- PROVIDED RECORDS -
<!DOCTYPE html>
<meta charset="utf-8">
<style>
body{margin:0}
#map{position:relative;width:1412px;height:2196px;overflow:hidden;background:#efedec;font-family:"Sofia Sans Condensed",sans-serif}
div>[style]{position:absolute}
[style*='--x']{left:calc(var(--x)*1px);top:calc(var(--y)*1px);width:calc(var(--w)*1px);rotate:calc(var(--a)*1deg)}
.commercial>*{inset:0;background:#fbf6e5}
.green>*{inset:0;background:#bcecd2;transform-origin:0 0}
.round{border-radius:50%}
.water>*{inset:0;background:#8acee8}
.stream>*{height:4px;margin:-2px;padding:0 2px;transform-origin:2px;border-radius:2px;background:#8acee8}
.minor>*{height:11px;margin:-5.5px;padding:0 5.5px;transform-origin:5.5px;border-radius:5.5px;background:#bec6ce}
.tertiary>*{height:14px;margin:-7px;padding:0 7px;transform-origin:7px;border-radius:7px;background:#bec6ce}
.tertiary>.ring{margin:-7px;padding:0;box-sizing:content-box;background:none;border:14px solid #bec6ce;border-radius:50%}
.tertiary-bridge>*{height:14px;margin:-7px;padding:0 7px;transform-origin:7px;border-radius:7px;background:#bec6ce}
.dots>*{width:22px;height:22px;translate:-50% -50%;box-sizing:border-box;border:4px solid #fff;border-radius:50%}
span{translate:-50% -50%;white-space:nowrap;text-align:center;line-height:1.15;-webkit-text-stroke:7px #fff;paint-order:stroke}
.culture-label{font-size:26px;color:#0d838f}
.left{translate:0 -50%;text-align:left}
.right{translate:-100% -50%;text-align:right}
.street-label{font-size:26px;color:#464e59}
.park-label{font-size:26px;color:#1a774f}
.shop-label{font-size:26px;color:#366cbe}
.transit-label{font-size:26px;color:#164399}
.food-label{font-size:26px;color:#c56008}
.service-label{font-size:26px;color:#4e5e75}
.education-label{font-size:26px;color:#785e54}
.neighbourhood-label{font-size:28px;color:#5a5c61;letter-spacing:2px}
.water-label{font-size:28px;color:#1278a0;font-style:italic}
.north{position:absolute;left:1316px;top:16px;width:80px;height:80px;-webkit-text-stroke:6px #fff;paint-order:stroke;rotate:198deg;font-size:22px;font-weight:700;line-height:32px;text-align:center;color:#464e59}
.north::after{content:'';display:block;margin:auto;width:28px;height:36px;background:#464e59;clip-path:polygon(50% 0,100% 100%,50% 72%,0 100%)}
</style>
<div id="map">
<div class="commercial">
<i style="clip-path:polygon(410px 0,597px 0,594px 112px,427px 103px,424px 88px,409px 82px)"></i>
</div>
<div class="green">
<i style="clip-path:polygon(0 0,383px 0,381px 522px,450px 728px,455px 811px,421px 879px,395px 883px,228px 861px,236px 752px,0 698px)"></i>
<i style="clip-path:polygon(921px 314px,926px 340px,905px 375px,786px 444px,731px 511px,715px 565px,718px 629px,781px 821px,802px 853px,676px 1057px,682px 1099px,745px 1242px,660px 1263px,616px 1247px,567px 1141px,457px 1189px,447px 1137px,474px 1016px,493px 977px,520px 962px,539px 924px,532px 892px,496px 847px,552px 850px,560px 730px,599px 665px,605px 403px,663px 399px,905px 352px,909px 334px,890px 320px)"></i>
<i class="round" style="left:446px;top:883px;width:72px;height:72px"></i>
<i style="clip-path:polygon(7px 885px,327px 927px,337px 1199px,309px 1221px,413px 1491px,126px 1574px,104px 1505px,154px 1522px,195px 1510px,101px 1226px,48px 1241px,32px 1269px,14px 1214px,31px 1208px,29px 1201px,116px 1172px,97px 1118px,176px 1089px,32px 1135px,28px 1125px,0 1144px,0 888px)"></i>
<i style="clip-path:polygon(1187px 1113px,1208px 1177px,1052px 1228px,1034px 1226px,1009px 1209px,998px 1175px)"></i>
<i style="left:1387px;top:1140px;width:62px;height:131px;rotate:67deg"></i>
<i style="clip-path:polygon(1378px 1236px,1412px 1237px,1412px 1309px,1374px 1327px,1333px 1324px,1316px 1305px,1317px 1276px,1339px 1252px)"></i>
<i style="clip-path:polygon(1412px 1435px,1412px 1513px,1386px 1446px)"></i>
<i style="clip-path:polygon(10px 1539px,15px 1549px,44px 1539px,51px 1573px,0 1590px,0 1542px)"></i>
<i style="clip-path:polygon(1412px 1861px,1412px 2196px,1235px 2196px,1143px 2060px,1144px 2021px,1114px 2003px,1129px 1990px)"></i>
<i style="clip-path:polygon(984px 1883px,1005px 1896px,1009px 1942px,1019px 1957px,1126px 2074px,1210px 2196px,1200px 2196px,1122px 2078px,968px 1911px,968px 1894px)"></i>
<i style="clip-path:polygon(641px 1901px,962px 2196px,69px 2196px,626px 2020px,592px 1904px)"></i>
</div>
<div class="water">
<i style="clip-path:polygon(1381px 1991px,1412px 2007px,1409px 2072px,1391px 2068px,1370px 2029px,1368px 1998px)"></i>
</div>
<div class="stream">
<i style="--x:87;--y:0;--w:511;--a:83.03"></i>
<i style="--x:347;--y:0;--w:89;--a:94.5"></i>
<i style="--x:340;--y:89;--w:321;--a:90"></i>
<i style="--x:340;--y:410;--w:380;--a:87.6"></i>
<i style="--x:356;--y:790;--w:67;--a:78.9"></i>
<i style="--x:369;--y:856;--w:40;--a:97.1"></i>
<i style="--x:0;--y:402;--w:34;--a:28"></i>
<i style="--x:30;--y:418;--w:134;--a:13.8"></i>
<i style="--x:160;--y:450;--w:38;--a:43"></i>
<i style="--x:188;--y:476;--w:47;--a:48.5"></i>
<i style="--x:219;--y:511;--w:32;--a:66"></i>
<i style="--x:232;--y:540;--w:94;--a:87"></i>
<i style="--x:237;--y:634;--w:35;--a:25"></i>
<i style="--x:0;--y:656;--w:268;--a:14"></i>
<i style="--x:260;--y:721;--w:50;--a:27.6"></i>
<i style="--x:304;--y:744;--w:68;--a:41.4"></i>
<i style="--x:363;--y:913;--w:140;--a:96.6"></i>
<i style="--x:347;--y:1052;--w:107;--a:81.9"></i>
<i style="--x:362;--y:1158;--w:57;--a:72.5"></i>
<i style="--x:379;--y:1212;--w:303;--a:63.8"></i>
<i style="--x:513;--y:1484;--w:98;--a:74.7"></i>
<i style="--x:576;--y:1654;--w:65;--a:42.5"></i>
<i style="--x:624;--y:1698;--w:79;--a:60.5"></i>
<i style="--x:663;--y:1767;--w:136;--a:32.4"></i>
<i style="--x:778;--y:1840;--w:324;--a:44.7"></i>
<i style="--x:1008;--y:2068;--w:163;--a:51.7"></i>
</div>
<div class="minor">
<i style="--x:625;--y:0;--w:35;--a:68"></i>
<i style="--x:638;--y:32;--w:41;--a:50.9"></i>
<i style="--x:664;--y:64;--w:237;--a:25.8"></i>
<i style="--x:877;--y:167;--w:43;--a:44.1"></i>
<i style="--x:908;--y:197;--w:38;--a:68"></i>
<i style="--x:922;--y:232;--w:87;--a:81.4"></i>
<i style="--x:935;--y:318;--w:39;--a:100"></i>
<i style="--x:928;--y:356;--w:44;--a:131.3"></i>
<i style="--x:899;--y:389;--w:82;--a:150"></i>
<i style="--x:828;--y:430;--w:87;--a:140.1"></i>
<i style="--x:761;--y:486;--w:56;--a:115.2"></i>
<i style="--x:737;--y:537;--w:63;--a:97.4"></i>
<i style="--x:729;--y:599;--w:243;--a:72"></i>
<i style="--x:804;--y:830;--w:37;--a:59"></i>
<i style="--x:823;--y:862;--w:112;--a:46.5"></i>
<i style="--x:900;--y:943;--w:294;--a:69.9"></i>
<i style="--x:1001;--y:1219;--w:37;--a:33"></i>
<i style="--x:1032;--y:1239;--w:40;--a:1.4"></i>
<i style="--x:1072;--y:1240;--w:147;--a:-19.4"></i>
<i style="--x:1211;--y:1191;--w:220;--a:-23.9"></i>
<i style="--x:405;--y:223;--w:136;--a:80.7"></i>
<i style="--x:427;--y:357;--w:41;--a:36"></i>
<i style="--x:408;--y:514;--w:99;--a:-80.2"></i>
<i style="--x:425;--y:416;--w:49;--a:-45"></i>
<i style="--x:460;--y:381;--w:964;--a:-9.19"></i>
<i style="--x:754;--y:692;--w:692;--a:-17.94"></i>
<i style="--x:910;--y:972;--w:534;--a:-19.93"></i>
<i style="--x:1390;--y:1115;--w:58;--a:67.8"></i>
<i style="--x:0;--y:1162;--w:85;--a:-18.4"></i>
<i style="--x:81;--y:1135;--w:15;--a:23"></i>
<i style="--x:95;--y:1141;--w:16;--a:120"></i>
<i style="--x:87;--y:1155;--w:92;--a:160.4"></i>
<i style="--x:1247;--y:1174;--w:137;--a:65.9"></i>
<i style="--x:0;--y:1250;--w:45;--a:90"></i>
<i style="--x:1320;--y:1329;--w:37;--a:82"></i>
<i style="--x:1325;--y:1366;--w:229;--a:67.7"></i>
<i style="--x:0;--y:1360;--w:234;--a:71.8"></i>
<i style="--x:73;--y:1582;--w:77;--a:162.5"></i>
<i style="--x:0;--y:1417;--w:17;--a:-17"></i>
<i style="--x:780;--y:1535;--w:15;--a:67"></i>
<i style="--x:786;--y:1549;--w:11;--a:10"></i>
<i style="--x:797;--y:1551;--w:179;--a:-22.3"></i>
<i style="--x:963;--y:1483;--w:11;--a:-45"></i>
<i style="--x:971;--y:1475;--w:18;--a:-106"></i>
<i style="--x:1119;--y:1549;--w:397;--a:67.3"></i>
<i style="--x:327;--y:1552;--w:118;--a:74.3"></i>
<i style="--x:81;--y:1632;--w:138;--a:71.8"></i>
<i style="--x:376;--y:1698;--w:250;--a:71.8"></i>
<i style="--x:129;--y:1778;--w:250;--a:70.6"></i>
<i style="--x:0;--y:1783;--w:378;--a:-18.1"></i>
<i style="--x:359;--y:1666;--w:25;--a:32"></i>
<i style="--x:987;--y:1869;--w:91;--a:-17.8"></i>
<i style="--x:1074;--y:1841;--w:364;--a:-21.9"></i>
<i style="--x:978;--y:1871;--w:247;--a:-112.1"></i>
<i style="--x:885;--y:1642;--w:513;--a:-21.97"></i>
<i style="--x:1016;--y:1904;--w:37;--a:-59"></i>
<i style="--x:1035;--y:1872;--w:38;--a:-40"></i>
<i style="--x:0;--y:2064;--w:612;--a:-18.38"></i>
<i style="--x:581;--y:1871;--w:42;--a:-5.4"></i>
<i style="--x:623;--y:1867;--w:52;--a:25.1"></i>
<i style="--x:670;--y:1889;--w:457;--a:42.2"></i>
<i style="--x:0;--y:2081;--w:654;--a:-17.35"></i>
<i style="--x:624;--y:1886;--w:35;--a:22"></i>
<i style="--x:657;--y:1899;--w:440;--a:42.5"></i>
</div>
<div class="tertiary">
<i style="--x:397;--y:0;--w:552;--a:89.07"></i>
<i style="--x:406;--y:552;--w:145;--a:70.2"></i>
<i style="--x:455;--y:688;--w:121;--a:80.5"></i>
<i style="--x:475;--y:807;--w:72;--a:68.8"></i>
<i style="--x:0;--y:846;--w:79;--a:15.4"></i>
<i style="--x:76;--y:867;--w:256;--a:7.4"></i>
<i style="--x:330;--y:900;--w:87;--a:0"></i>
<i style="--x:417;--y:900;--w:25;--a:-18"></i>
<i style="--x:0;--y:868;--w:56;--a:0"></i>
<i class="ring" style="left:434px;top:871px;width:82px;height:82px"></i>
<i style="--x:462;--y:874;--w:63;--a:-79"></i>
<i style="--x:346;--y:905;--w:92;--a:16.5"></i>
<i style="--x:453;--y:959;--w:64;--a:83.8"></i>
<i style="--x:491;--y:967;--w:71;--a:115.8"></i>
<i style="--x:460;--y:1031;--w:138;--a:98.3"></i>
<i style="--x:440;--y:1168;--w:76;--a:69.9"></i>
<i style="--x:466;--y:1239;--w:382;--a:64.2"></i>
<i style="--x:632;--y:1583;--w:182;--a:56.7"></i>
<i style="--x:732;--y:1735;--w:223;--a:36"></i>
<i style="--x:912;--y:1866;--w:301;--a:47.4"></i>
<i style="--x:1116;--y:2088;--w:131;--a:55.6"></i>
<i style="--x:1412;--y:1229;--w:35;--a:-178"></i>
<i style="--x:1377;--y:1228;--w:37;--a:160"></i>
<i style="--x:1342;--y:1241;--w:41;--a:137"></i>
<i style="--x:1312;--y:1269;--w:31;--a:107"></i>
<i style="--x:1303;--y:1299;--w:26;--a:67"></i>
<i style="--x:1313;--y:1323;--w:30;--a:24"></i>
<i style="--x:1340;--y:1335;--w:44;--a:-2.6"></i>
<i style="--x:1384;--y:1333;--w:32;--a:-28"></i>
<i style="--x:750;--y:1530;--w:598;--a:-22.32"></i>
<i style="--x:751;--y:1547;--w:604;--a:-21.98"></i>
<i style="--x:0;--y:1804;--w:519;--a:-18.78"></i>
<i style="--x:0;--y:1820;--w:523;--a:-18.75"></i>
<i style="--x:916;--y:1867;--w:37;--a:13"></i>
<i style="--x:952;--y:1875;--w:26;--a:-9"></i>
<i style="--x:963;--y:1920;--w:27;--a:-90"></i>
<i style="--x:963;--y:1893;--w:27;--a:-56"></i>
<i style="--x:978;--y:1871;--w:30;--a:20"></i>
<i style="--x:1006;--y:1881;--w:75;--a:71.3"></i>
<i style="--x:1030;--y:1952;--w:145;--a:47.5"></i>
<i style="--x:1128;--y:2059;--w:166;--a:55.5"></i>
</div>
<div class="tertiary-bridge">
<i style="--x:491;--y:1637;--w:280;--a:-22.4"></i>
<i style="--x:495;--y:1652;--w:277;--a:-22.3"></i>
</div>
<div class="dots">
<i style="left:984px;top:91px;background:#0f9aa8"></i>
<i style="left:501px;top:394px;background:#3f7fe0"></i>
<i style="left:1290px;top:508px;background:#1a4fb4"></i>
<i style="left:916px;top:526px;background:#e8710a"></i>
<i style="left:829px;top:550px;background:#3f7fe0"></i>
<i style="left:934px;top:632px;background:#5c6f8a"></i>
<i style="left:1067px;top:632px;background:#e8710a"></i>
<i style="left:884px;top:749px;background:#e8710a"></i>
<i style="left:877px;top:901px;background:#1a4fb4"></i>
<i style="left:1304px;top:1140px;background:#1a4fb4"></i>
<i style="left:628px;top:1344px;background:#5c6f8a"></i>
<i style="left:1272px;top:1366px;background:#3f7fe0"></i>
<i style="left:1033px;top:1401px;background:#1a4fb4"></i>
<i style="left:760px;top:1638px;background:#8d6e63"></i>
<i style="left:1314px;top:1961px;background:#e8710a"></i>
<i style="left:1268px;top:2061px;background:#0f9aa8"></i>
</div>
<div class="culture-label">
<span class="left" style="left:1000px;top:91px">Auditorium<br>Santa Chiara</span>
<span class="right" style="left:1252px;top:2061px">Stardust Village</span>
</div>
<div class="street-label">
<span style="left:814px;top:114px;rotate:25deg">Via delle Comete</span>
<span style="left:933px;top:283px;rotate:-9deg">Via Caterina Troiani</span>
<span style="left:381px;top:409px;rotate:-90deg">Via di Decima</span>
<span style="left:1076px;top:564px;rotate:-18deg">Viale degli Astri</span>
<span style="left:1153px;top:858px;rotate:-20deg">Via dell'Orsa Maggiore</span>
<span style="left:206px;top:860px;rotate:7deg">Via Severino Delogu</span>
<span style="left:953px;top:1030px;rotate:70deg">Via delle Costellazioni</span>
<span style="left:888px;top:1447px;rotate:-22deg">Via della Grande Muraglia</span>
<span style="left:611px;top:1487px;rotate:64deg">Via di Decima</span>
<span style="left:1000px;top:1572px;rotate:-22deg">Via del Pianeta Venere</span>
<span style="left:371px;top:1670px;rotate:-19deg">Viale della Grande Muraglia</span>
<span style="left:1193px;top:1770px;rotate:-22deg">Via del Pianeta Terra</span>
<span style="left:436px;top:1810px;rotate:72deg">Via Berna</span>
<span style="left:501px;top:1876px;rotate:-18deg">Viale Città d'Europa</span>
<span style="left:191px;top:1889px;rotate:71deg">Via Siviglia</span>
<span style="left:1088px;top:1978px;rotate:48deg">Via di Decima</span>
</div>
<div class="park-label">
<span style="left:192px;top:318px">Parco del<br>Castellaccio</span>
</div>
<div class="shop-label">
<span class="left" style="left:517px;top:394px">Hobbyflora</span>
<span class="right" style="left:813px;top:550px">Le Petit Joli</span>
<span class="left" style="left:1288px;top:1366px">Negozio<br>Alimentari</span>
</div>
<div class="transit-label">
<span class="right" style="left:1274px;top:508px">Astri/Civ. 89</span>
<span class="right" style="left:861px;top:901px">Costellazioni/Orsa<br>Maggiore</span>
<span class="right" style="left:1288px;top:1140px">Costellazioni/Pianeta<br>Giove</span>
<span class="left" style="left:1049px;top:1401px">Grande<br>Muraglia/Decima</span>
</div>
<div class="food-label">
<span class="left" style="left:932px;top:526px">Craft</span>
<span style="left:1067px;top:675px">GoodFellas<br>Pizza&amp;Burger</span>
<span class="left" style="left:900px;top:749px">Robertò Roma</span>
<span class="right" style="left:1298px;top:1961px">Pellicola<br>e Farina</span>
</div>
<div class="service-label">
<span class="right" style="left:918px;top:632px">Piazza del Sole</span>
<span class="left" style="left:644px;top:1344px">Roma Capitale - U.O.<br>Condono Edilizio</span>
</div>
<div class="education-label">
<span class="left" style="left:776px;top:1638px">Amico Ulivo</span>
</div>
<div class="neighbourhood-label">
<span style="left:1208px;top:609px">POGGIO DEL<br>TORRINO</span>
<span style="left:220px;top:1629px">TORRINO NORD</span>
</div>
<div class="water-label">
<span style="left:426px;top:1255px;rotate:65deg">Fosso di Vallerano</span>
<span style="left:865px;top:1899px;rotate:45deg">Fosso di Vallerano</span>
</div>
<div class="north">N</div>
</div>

- TASK OBJECTIVE -
All lines in the entries above that hold the word "stream" need to be copied.

- COMPLETED EXERCISE -
.stream>*{height:4px;margin:-2px;padding:0 2px;transform-origin:2px;border-radius:2px;background:#8acee8}
<div class="stream">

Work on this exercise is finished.